Es más, aterra como después de los festejos de navidad y de Año Nuevo se dispararon las cifras en Neiva, toda vez que se inició el año 2021 con 23.031 casos confirmados y 628 muertos. Ahora bien, al revisar estas cifras de estos primeros días de este año, se observa que se reportaron 24.281 pacientes afectados y 647 fallecimientos, es decir, que se aumentaron a 1.250 nuevos contagios y 19 muertos, lo que seguramente obligará al señor Alcalde de Neiva a replantear las decisiones administrativas, tal como en otrora lo advirtiera, si el escenario se complicaba.

Los neivanos lamentablemente no hemos aprendido y pese a los esfuerzos administrativos de reabrir la economía municipal para alejarnos de los engorrosos primeros puestos de desempleo a nivel nacional y de la titánica labor de recuperar nuestra vida social, laboral y familiar, deberemos seguramente implementar indefinidamente el nuevo ‘pico y cédula’ ante la alarmante ocupación de las UCI en nuestra ciudad capital que supera el 80 por ciento.

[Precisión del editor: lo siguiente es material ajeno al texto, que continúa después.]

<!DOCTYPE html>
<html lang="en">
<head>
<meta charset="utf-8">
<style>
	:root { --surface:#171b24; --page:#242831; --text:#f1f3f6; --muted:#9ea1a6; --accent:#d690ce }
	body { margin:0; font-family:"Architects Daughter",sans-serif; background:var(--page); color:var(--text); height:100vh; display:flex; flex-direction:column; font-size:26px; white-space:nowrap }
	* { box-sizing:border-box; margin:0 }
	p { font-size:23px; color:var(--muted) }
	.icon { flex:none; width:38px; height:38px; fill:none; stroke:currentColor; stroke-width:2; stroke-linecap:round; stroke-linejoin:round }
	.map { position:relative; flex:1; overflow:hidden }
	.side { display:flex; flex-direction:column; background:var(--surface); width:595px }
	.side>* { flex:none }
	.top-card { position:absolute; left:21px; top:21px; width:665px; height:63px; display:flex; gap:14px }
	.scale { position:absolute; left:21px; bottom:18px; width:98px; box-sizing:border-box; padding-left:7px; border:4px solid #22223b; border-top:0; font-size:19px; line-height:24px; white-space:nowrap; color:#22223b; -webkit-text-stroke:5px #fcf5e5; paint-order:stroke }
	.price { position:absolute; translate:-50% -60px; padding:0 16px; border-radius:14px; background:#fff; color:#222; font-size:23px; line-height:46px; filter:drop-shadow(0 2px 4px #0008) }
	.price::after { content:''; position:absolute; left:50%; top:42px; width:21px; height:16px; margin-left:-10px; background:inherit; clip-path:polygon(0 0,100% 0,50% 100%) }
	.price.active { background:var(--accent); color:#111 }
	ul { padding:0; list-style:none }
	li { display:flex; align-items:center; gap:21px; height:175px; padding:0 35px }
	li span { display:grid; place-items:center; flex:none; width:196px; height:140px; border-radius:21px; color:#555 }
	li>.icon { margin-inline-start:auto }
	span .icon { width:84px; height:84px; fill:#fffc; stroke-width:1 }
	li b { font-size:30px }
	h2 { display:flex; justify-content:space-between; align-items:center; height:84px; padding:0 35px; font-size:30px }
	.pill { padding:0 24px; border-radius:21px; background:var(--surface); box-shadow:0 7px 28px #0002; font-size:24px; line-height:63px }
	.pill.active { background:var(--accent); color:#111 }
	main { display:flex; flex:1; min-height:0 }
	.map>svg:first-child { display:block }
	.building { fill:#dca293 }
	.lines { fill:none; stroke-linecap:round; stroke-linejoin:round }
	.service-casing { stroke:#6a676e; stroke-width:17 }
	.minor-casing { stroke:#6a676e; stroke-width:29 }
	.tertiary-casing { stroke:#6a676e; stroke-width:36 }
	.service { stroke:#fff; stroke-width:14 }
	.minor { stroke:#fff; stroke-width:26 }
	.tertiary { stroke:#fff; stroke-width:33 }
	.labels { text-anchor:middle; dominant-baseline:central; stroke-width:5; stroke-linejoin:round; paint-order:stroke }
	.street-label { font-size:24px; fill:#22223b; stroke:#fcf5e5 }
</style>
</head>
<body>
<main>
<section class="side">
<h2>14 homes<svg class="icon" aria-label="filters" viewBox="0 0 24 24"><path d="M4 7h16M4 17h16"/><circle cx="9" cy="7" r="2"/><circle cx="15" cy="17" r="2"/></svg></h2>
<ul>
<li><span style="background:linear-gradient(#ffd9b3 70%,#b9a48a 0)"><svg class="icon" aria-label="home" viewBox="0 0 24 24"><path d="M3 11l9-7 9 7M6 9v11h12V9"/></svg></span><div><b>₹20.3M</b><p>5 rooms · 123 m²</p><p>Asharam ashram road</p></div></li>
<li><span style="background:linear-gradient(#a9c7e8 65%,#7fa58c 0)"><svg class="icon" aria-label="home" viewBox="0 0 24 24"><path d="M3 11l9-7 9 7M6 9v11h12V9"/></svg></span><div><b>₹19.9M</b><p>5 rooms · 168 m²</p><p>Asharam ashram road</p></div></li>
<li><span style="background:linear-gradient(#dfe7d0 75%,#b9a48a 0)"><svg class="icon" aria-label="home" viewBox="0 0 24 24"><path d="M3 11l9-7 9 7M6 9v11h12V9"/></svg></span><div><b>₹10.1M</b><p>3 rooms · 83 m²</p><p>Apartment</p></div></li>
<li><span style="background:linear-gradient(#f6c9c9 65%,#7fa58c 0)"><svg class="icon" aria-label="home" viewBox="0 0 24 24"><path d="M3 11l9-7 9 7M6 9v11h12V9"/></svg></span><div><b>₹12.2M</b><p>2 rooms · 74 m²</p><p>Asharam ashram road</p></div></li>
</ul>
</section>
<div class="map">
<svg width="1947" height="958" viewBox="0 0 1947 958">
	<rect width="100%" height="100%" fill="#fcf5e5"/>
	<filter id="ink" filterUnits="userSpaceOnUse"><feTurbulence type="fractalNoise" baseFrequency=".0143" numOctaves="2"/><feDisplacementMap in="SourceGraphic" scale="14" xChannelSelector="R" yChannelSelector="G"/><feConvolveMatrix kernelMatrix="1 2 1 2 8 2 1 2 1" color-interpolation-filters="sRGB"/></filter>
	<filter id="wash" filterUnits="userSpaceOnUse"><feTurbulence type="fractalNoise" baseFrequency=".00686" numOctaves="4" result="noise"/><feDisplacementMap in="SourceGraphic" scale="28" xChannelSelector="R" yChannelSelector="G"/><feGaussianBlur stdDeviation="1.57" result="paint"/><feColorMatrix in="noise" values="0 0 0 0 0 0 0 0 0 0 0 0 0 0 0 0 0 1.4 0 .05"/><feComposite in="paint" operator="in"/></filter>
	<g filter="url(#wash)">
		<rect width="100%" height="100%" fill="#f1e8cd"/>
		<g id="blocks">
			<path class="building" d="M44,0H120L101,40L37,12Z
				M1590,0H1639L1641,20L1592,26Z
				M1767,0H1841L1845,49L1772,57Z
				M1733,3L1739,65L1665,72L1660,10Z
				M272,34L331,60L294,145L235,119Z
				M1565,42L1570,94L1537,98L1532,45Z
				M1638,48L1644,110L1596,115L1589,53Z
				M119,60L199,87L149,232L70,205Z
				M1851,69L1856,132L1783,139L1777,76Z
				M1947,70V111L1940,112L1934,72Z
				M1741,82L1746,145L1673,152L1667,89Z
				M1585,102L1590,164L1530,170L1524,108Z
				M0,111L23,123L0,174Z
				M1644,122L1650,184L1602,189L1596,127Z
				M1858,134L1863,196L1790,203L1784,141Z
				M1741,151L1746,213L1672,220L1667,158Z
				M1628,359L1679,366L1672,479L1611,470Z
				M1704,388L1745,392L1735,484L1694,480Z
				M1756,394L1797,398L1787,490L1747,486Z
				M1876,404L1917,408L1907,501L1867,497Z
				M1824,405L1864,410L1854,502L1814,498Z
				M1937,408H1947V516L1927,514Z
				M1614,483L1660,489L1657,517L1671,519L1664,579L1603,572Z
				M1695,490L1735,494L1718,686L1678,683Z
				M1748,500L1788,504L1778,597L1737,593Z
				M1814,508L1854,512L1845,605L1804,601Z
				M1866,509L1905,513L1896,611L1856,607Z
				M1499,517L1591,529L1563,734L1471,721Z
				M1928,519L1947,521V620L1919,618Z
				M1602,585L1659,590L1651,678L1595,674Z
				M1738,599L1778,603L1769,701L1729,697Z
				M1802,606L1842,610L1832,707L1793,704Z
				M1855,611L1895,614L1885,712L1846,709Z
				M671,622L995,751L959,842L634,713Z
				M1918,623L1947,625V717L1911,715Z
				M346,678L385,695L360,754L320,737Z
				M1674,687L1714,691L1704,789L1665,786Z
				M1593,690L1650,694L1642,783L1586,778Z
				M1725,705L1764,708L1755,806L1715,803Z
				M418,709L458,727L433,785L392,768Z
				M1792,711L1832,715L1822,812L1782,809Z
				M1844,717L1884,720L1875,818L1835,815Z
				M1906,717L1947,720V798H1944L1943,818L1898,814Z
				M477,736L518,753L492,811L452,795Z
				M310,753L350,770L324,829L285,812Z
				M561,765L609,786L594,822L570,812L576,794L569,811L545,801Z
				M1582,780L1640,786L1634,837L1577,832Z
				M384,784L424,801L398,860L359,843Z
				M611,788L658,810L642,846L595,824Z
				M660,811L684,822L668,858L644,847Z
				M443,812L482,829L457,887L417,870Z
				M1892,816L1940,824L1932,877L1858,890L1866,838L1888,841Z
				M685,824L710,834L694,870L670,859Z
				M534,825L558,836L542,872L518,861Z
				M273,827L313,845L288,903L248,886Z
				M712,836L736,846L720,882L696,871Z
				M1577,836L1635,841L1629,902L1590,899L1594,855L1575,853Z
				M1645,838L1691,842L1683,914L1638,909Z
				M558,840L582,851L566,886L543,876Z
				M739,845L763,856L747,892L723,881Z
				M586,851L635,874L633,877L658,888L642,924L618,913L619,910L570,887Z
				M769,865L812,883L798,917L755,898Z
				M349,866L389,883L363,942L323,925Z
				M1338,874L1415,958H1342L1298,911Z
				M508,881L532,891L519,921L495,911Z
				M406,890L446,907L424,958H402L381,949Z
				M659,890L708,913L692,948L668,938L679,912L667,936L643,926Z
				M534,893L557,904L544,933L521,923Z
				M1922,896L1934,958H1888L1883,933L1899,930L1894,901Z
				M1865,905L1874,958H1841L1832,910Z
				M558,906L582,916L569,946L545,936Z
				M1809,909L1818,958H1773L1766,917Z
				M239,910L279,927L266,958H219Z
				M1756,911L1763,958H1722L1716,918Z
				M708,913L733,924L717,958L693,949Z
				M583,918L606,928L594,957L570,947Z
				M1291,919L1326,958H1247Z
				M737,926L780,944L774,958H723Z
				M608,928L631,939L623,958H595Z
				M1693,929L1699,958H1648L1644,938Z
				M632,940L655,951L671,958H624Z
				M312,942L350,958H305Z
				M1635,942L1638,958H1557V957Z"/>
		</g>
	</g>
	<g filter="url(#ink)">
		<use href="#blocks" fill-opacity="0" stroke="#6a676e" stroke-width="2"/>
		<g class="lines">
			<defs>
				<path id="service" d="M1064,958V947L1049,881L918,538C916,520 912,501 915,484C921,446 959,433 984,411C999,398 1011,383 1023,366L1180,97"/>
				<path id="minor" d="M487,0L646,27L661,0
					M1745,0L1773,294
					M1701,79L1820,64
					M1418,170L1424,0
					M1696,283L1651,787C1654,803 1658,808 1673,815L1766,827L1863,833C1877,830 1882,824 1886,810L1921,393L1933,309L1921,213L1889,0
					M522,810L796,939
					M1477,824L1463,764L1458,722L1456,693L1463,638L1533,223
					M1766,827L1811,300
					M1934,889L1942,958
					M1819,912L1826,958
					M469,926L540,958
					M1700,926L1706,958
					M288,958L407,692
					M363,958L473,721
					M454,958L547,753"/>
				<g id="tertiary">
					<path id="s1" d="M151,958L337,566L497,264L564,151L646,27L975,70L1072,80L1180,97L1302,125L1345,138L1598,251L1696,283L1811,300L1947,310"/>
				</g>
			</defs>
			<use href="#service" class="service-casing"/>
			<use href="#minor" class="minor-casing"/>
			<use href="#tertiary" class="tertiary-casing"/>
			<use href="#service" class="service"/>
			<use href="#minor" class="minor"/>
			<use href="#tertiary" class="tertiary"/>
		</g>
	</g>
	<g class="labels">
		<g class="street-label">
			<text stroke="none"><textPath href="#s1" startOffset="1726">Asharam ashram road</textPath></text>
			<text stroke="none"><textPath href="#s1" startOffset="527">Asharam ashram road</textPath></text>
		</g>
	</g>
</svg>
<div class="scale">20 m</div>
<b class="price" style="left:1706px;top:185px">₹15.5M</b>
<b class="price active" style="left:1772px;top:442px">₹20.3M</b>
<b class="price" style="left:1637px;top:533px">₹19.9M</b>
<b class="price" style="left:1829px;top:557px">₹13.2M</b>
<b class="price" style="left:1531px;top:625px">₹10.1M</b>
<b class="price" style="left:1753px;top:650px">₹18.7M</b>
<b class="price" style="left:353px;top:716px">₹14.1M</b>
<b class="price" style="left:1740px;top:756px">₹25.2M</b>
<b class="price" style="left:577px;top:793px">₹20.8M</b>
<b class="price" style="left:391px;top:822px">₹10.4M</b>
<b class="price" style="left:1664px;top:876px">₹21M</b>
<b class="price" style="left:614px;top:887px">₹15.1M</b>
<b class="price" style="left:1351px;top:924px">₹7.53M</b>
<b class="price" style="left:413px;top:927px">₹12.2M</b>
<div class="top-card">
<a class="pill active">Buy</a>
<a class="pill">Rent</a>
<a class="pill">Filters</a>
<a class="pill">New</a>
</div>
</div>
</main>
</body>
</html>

Propongo qué: Hagamos un pacto por la vida, liderado por el Alcalde de la mano con los gremios, con el tejido empresarial, con el sector cooperativo, las instituciones educativas y el sector comunitario, para que realicemos un plan choque y aunemos esfuerzos en esta segunda ola de contagios e insistamos en la importancia del cumplimiento de los protocolos de bioseguridad, sin colapsar nuevamente nuestro entorno, obligándonos a repensar la ciudad desde nuestras complejidades y realidades.

Como actor político y ciudadano, pienso que este aislamiento selectivo es necesario y que debemos tomarlo en serio, por lo que el autocuidado es vital, el uso de tapabocas, el lavado de manos, pero sobre todo la conciencia individual y colectiva de que no somos inmunes y que podemos contagiarnos muy fácilmente. El Covid-19 llegó para quedarse, no excluye profesiones ni clases sociales, depende de nosotros si permitimos que llegue a nuestras vidas y a nuestros círculos cercanos o de lo contrario, asumimos el reto de que es mejor prevenir que luego lamentar.

A usted lector, lo invito a que pactemos dentro de nuestro imaginario colectivo la defensa de la vida, insistamos férreamente en nuestro derecho de ciudad y partamos de la acción local y de la ciudadanía para garantizar el cuidado y la salud de los nuestros.